Dados divulgados esta semana pelo Instituto Brasileiro de Geografia e Estatística (IBGE) mostram que 46,1% dos adolescentes piauienses entre 13 e 17 anos afirmam já terem conduzido veículos sem Carteira Nacional de Habilitação (CNH), incluindo carros, motocicletas e até barcos. O índice coloca o Piauí na sexta posição nacional entre os estados com maior proporção de escolares que dirigiram nos 30 dias anteriores à pesquisa.
Em comparação com 2019, quando o percentual era de 45,1%, houve aumento de um ponto percentual. A média nacional em 2024 ficou em 34,2%, bem abaixo do registrado no estado, de acordo com o IBGE. A pesquisa também revela que o Piauí é o quinto estado brasileiro com menor uso de capacete por adolescentes ao viajar em motocicletas. A média nacional de uso é de 87,9%, enquanto no Piauí o índice cai para 76,1%.

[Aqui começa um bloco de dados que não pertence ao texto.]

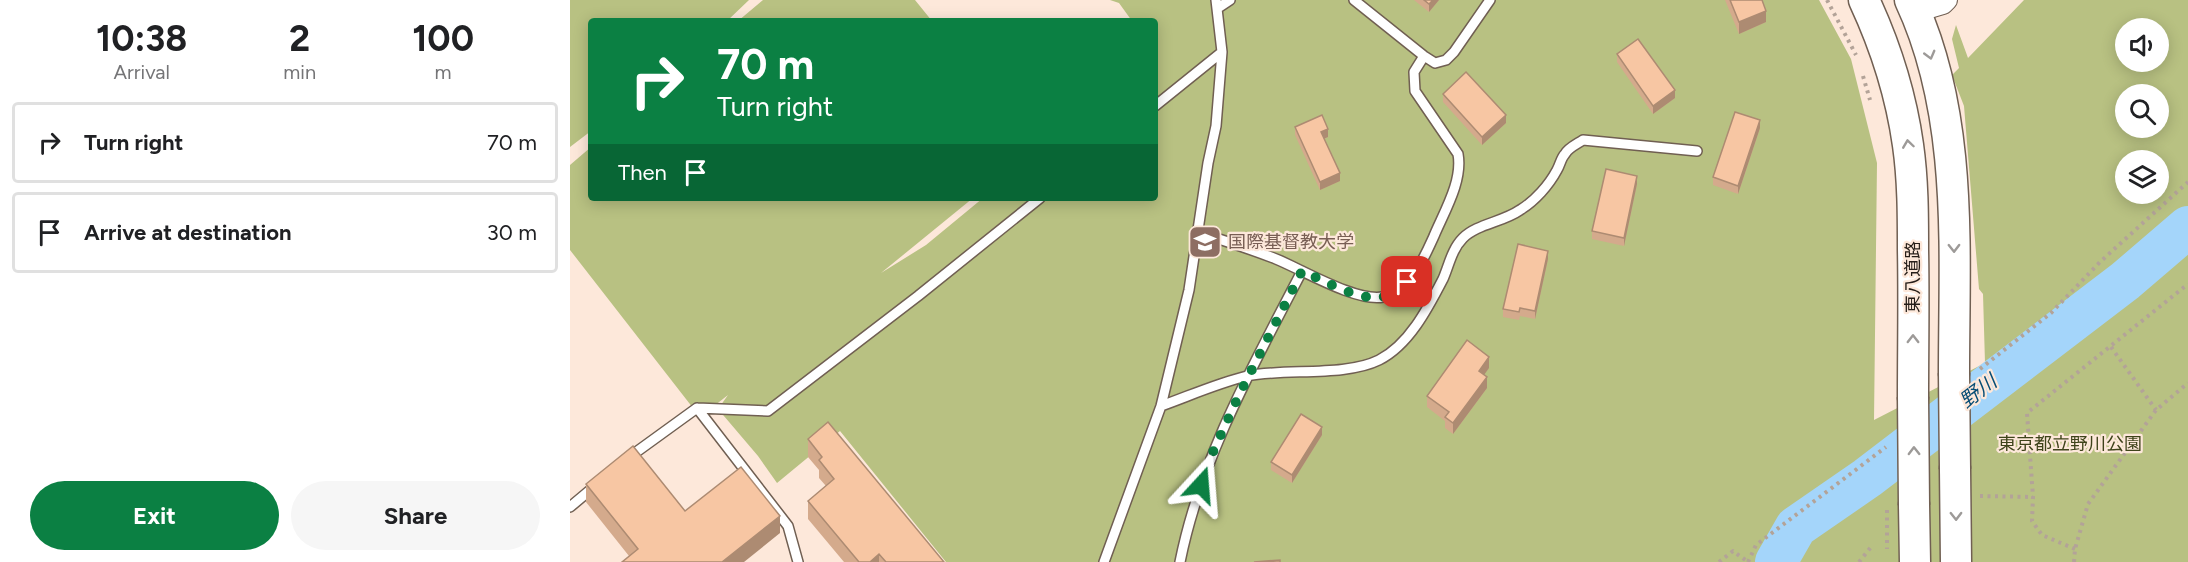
<!DOCTYPE html>
<html lang="en">
<head>
<meta charset="utf-8">
<style>
  :root { --surface:#fff; --page:#f6f6f6; --text:#202124; --muted:#757577; --line:#e0e0e0; --accent:#0b8043 }
  body { margin:0; font-family:Figtree,"Noto Sans JP",sans-serif; background:var(--page); color:var(--text); height:100vh; display:flex; flex-direction:column; font-size:22px; white-space:nowrap }
  * { box-sizing:border-box; margin:0 }
  p { font-size:20px; color:var(--muted) }
  .icon { flex:none; width:33px; height:33px; fill:none; stroke:currentColor; stroke-width:2; stroke-linecap:round; stroke-linejoin:round }
  .map { position:relative; flex:1; overflow:hidden }
  .panel { display:flex; flex-direction:column; background:var(--surface); width:570px }
  .panel>* { flex:none }
  .guide { position:absolute; left:18px; top:18px; width:570px; height:183px; border-radius:6px; box-shadow:0 3px 15px #0003; background:#0b8043; color:#fff; overflow:hidden }
  .buttons { position:absolute; left:1545px; top:18px; display:grid; gap:12px }
  .buttons a { display:grid; place-items:center; width:54px; height:54px; border-radius:50%; background:var(--surface); box-shadow:0 3px 15px #0003; font-size:30px }
  .pin { position:absolute; display:grid; place-items:center; width:51px; height:51px; color:#fff; margin:-26px; border-radius:12px; box-shadow:0 3px 9px #0006 }
  .me { position:absolute; width:66px; margin:-33px; rotate:19deg; stroke-linejoin:round; filter:drop-shadow(0 0 4px #0008) }
  .turn { display:flex; align-items:center; gap:21px; height:126px; padding:0 30px; font-size:27px }
  .turn .icon { width:78px; height:78px; stroke-width:2.5 }
  .turn b { display:block; font-size:42px; line-height:51px }
  .then { display:flex; align-items:center; height:57px; padding:0 30px; background:#0003; gap:12px; font-size:22px }
  .eta { display:flex; justify-content:space-evenly; align-items:center; height:102px; text-align:center }
  .eta b { font-size:36px; font-weight:700; line-height:42px }
  .primary-button { display:flex; gap:12px; margin-top:auto; padding:12px 30px }
  .primary-button a { flex:1; height:69px; border-radius:36px; background:var(--accent); color:#fff; font-size:24px; font-weight:700; line-height:69px; text-align:center }
  .primary-button a+a { background:var(--page); color:var(--text) }
  ul { padding:0; list-style:none }
  li { display:flex; align-items:center; gap:18px; height:81px; margin:0 12px 9px; padding:0 18px; border:3px solid var(--line); border-radius:6px }
  li div { flex:1 }
  li b { display:block; font-size:22px }
  li em { font-style:normal }
  main { display:flex; flex:1; min-height:0 }
  .map>svg:first-child { display:block }
  .green { fill:#b8c182; fill-rule:evenodd }
  .lines { fill:none; stroke-linecap:round; stroke-linejoin:round }
  .river { stroke:#a4d5fa; stroke-width:42 }
  .service-casing { stroke:#705f52; stroke-width:12 }
  .minor-casing { stroke:#705f52; stroke-width:22 }
  .primary-casing { stroke:#705f52; stroke-width:33 }
  .path { stroke:#b3a398; stroke-width:4; stroke-dasharray:3 4.5; stroke-linecap:butt }
  .service { stroke:#fff; stroke-width:9 }
  .minor { stroke:#fff; stroke-width:20 }
  .primary { stroke:#fff; stroke-width:30 }
  .primary-bridge-casing { stroke:#705f52; stroke-width:33; stroke-linecap:butt }
  .path-bridge { stroke:#b3a398; stroke-width:4; stroke-dasharray:3 4.5; stroke-linecap:butt }
  .primary-bridge { stroke:#fff; stroke-width:30 }
  .wall { fill:#d4aa8c }
  .shaded-wall { fill:#ad8b72 }
  .building { fill:#f7c6a3; stroke:#ad8b72; stroke-width:1.5 }
  .oneway { stroke:#9d9a98 }
  .route { stroke:#0b8043; stroke-width:10; stroke-dasharray:0 18 }
  .labels { text-anchor:middle; dominant-baseline:central; stroke-width:4.5; stroke-linejoin:round; paint-order:stroke }
  .education-label { font-size:18px; fill:#785e54; stroke:#fde8da; text-anchor:start }
  .street-label { font-size:18px; fill:#261e19; stroke:#fde8da }
  .park-label { font-size:18px; fill:#3e431a; stroke:#fde8da }
  .water-label { font-size:20px; font-style:italic; fill:#074d75; stroke:#fde8da }
</style>
</head>
<body>
<main>
<section class="panel">
<div class="eta">
<div><b>10:38</b><p>Arrival</p></div>
<div><b>2</b><p>min</p></div>
<div><b>100</b><p>m</p></div>
</div>
<ul>
<li><svg class="icon" aria-label="right" viewBox="0 0 24 24"><path d="M7 20v-9h11M14 6l5 5-5 5"/></svg><div><b>Turn right</b></div><em>70 m</em></li>
<li><svg class="icon" aria-label="arrive" viewBox="0 0 24 24"><path d="M6 21V4h12l-3 4 3 4H6"/></svg><div><b>Arrive at destination</b></div><em>30 m</em></li>
</ul>
<div class="primary-button"><a>Exit</a><a>Share</a></div>
</section>
<div class="map">
<svg width="1618" height="562" viewBox="0 0 1618 562">
  <rect width="100%" height="100%" fill="#fde8da"/>
  <path class="green" d="M0,0H179L157,21H21V131L0,147Z
    M193,0H345L362,21H168Z
    M540,0H1249L1281,59L1307,163L1304,420L1415,363L1413,294L1409,289L1394,106L1382,75L1389,68L1382,39L1386,25L1398,58L1454,0H1618V562H376L270,431L207,483L188,456L148,409L158,395L130,417L0,250V165L21,147V198H403L311,273L356,245L413,198H585V21H562L549,3ZM1556,28H1588V62H1556ZM1556,94H1588V128H1556ZM1556,160H1588V194H1556Z"/>
  <g class="lines">
    <path class="river" d="M1206,562L1226,527L1297,478L1555,281L1618,227"/>
    <g class="service-casing">
      <path id="service" d="M784,0L854,56L865,63L876,60L884,52L920,0
        M648,8L660,0
        M585,106L652,52
        M628,232C654,241 681,249 706,259C733,270 786,302 813,297C840,292 854,258 864,236C874,212 893,181 888,154L845,91L844,72L854,56
        M591,406C619,396 648,383 677,376C715,368 775,377 809,360C839,345 858,308 873,279C879,265 882,249 893,238C907,224 933,222 950,210C965,201 979,185 987,170C990,165 991,158 995,154C998,148 1007,144 1013,140L1127,151
        M127,408L218,526L228,562
        M58,458L127,408L198,411L348,296L470,198
        M0,507L25,486
        M534,562L591,406L619,290L638,163L646,126L652,52L646,0
        M610,562C631,457 684,364 732,271"/>
    </g>
    <g class="minor-casing">
      <path id="minor" d="M1346,12L1373,4L1377,0"/>
    </g>
    <g class="primary-casing">
      <path id="primary" d="M1294,0C1315,45 1331,95 1338,145C1343,180 1343,215 1343,250C1344,299 1343,348 1343,397
        M1340,0C1394,115 1384,250 1384,373
        M1385,469L1386,562
        M1344,505L1345,562"/>
    </g>
    <path class="path" d="M1257,0L1286,55
      M1293,76L1300,100
      M1541,347L1586,410
      M1410,369L1481,313L1530,262L1618,182
      M1410,496L1463,497
      M1505,549L1472,535L1462,521L1463,497L1457,413L1618,284
      M1149,562L1163,551L1178,562
      M1178,562L1186,545L1316,447
      M1289,562L1301,547
      M1504,562L1505,549L1518,504L1586,410L1618,383"/>
    <use href="#service" class="service"/>
    <use href="#minor" class="minor"/>
    <use href="#primary" class="primary"/>
    <g class="primary-bridge-casing">
      <path id="primary-bridge" d="M1384,373L1385,469
        M1343,397L1344,505"/>
    </g>
    <path class="path-bridge" d="M1317,510V549"/>
    <use href="#primary-bridge" class="primary-bridge"/>
  </g>
  <path class="wall" d="M844,0H869L859,12Z
    M1155,0H1192L1196,22L1169,34Z
    M1047,54L1105,98L1083,114L1047,62Z
    M873,94L936,123L912,145L873,102Z
    M725,127L758,137L754,139L770,181L750,190L725,135Z
    M1190,128L1168,194L1143,185V177Z
    M1067,184L1054,246L1022,239V231Z
    M978,259L965,319L950,316L949,320L933,317V309Z
    M919,368L914,374L917,388L883,434L875,428V421L857,407V396Z
    M752,435L722,483L701,470V462Z
    M238,439L374,562H274L238,519V501L256,486L249,478V470L238,457Z
    M16,484L115,511L210,533L59,556L16,502Z"/>
  <path class="shaded-wall" d="M863,0H869L859,12V4Z
    M1196,11V22L1169,34V22Z
    M1105,90V98L1083,114V106Z
    M936,115V123L912,145V137Z
    M1190,120V128L1168,194V186Z
    M758,129V137L751,140V132Z
    M770,173V181L750,190V182Z
    M1067,176V184L1054,246V238Z
    M978,251V259L965,319V311Z
    M919,357V368L909,382V371Z
    M917,377V388L883,434V423Z
    M752,427V435L722,483V475Z
    M210,516V533L174,562H152Z
    M309,554V562H300Z"/>
  <path class="building" d="M854,0H863L859,4Z
    M1160,0H1192L1196,11L1169,22Z
    M1068,39L1105,90L1083,106L1047,54Z
    M896,72L936,115L912,137L873,94Z
    M1165,112L1190,120L1168,186L1143,177Z
    M752,115L758,129L751,132L770,173L750,182L725,127Z
    M1036,169L1067,176L1054,238L1022,231Z
    M948,244L978,251L965,311L950,308L949,312L933,309Z
    M897,340L919,357L909,371L917,377L883,423L875,417L879,412L857,396Z
    M731,414L752,427L722,475L701,462Z
    M258,422L374,562H316L309,554L300,562H289L238,501L264,479L249,460L252,457L238,439Z
    M63,446L115,511L171,467L210,516L152,562H52L68,549L16,484Z
    M710,560V562H684Z"/>
  <defs><path id="oneway-chevron" d="M-2-3.5L2.5 0L-2 3.5" fill="none" stroke-width="1.6" stroke-linecap="round" stroke-linejoin="round" transform="scale(1.5)"/></defs>
  <g class="oneway">
    <use href="#oneway-chevron" transform="translate(1360 55) rotate(75)"/>
    <use href="#oneway-chevron" transform="translate(1338 144) rotate(-98)"/>
    <use href="#oneway-chevron" transform="translate(1384 248) rotate(89)"/>
    <use href="#oneway-chevron" transform="translate(1343 339) rotate(-90)"/>
    <use href="#oneway-chevron" transform="translate(1344 451) rotate(-91)"/>
    <use href="#oneway-chevron" transform="translate(1386 516) rotate(89)"/>
  </g>
  <g class="lines">
    <path class="route" d="M631,485L637,465L670,393L732,271C754,280 789,302 813,297C822,295 830,288 837,282"/>
  </g>
  <defs>
    <g id="university-square" transform="scale(1.725)"><rect x="-9" y="-9" width="18" height="18" rx="4" fill="#8d6e63" stroke="#fde8da"/><path d="M0-5L7-2L0 1L-7-2ZM-4 1L0 2.5L4 1V4Q0 6-4 4Z" fill="#fff"/></g>
  </defs>
  <g fill-rule="evenodd">
    <use href="#university-square" x="635" y="242"/>
  </g>
  <g class="labels">
    <g class="education-label">
      <text x="658" y="242">国際基督教大学</text>
    </g>
    <g class="street-label">
      <text transform="translate(1343 277) rotate(-90)">東八道路</text>
    </g>
    <g class="park-label">
      <text x="1500" y="444">東京都立野川公園</text>
    </g>
    <g class="water-label">
      <text transform="translate(1408 391) rotate(-37)">野川</text>
    </g>
  </g>
</svg>
<div class="buttons">
<a><svg class="icon" aria-label="sound" viewBox="0 0 24 24"><path d="M4 9h4l5-4v14l-5-4H4zM17 9q2 3 0 6"/></svg></a>
<a><svg class="icon" aria-label="search" viewBox="0 0 24 24"><circle cx="10" cy="10" r="6"/><path d="M15 15l6 6"/></svg></a>
<a><svg class="icon" aria-label="layers" viewBox="0 0 24 24"><path d="M12 4l9 5-9 5-9-5zM3 14l9 5 9-5"/></svg></a>
</div>
<div class="pin" style="left:837px;top:282px;background:#d93025"><svg class="icon" aria-label="arrive" viewBox="0 0 24 24"><path d="M6 21V4h12l-3 4 3 4H6"/></svg></div>
<svg class="me" style="left:631px;top:485px" viewBox="-20 -20 40 40"><path d="M0-17L14 15 0 8-14 15z" fill="#0b8043" stroke="#fff" stroke-width="4"/></svg>
<div class="guide">
<div class="turn"><svg class="icon" aria-label="right" viewBox="0 0 24 24"><path d="M7 20v-9h11M14 6l5 5-5 5"/></svg><div><b>70 m</b>Turn right</div></div>
<div class="then">Then<svg class="icon" aria-label="arrive" viewBox="0 0 24 24"><path d="M6 21V4h12l-3 4 3 4H6"/></svg></div>
</div>
</div>
</main>
</body>
</html>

O número de jovens condutores sem habilitação está diretamente ligado a uma realidade ainda mais grave: a violência no trânsito. Dados da Secretaria de Segurança Pública do Piauí (SSP-PI) e do Hospital de Urgência de Teresina (HUT) mostram que motociclistas jovens, do sexo masculino e sem CNH são os que mais morrem em acidentes de trânsito no estado. Em 2024, das 1.062 mortes de trânsito registradas, 766 foram de motociclistas, sendo que 75,05% das vítimas não possuíam CNH. No HUT, a cada 60 minutos uma pessoa vítima de acidente de moto é atendida. O problema se agrava porque o Piauí é o estado com o maior percentual de motocicletas nos domicílios (54%), segundo o IBGE, e o Detran contabiliza 833.503 motos no estado contra apenas 487.626 motociclistas habilitados.
A pesquisa também investigou a exposição dos jovens a outras situações de risco no trânsito. No Piauí, 29,3% dos estudantes afirmaram ter sido passageiros em veículos conduzidos por pessoas sob efeito de álcool nos 30 dias anteriores ao levantamento, um aumento em relação a 2019, quando o percentual era de 26,5%. Em Teresina, o índice chegou a 30,3%, acima da média nacional de 27,2%. Além disso, quando se trata de segurança no carro, 40,3% dos jovens declararam não usar ou raramente usar o cinto de segurança, segundo o IBGE.
O levantamento ainda mostra desigualdades importantes dentro do próprio estado. Entre os meninos, 55% disseram já ter dirigido, contra 37,5% entre as meninas. Nas escolas públicas, o percentual chegou a 48,1%, enquanto nas privadas ficou em 31,8%. Em Teresina, 33,9% dos adolescentes relataram já ter conduzido veículos, percentual inferior à média estadual, mas ainda assim o quarto maior entre as capitais brasileiras, atrás apenas de Boa Vista (38,1%), Cuiabá (37,5%) e Palmas (36,2%).
Ações educativas
Para a diretora-geral do Detran-PI, Luana Barradas, os números acendem um alerta porque a aptidão comprovada por meio da CNH não é uma mera formalidade. "Esse é um assunto que o Detran-PI vem trabalhando exaustivamente nos últimos anos. Fazemos campanhas de conscientização, blitz educativas, além de contarmos com o apoio da Polícia Militar na fiscalização. Só é possível tirar a CNH a partir dos 18 anos porque a legislação brasileira entende que somente a partir dessa idade a pessoa é capaz de compreender os riscos à própria vida e à de terceiros, além de poder ter responsabilidade jurídica completa", afirmou.
A gestora destacou ainda que motoristas mais jovens tendem a estar mais expostos a comportamentos de risco e que estudos indicam que esses jovens ainda estão em fase de desenvolvimento de áreas ligadas ao controle de impulso, à percepção de risco e à tomada de decisão.
Por conta dessa situação, ela informou que o Detran tem ampliado suas ações educativas e de formação cidadã. Entre as principais iniciativas estão o projeto Ciranda Educativa, que leva orientações sobre segurança viária a estudantes das redes pública e privada desde o ensino infantil e fundamental, e a CNH Social Estudantil, desenvolvida em parceria com a Secretaria de Estado da Educação (Seduc), para expandir oportunidades, promover inclusão e reforçar a segurança entre jovens, especialmente motociclistas. O programa CNH Social Estudantil, por exemplo, já beneficiou 10 mil estudantes da rede pública estadual com a emissão da primeira carteira de habilitação.